= ACTION ITEM =
For each line in the records that contains "Lodge", make a copy.

(Collected data)
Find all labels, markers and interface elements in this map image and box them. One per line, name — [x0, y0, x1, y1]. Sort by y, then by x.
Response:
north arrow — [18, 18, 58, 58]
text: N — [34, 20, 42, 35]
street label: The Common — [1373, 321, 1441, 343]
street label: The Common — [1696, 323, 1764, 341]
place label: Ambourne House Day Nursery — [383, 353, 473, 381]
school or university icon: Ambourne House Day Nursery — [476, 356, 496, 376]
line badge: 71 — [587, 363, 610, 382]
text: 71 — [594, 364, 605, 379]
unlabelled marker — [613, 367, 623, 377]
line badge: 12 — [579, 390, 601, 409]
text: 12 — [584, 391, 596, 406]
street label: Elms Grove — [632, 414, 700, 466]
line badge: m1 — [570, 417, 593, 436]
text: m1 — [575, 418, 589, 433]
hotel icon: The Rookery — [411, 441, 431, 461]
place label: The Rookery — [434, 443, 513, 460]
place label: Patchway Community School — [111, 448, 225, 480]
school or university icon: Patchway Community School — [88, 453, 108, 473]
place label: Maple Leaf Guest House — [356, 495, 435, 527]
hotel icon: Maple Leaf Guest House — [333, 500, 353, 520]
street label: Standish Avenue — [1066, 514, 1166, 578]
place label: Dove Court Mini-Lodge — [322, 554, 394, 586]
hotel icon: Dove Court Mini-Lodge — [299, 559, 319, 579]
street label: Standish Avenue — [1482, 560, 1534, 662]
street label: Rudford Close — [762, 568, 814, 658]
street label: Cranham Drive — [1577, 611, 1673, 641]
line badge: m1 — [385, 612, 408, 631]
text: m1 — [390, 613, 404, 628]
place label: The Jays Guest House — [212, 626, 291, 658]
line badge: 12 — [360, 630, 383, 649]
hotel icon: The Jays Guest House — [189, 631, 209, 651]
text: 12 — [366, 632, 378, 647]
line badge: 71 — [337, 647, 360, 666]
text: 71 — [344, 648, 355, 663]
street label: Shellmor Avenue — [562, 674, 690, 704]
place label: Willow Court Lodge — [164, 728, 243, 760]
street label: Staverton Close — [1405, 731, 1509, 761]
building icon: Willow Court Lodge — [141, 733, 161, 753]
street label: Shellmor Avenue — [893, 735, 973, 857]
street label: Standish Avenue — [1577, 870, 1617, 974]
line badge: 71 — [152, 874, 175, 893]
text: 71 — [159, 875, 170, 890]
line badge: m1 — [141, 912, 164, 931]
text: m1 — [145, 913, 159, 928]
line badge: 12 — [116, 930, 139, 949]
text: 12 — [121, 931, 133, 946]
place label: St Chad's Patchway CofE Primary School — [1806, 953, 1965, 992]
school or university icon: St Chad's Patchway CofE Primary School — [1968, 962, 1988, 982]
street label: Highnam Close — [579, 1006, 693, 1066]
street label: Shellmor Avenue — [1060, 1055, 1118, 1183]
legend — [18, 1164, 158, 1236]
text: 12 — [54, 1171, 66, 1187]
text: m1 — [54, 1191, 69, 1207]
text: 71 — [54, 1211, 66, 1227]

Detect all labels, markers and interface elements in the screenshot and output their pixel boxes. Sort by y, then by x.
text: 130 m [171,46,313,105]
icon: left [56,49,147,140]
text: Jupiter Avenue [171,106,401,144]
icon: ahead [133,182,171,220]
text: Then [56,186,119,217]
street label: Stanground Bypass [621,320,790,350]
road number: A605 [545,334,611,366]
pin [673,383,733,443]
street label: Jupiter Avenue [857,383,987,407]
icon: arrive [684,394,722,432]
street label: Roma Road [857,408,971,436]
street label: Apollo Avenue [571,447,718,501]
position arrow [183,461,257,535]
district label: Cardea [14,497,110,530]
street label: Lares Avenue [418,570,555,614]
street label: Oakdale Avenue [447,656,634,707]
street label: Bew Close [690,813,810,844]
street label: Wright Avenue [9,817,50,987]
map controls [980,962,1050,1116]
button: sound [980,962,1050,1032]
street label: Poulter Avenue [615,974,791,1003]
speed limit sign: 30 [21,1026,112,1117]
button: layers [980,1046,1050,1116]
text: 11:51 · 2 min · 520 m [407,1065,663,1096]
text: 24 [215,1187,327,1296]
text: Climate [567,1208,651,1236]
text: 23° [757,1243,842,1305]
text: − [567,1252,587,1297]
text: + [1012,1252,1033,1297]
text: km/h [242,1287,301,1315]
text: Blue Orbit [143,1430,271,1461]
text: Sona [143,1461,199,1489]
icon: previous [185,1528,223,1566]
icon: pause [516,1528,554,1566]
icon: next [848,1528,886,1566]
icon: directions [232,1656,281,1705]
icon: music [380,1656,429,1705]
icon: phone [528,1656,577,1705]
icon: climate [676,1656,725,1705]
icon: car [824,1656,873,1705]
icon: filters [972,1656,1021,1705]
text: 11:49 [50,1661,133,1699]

= ANSWER TO THE EXERCISE =
place label: Dove Court Mini-Lodge — [322, 554, 394, 586]
hotel icon: Dove Court Mini-Lodge — [299, 559, 319, 579]
place label: Willow Court Lodge — [164, 728, 243, 760]
building icon: Willow Court Lodge — [141, 733, 161, 753]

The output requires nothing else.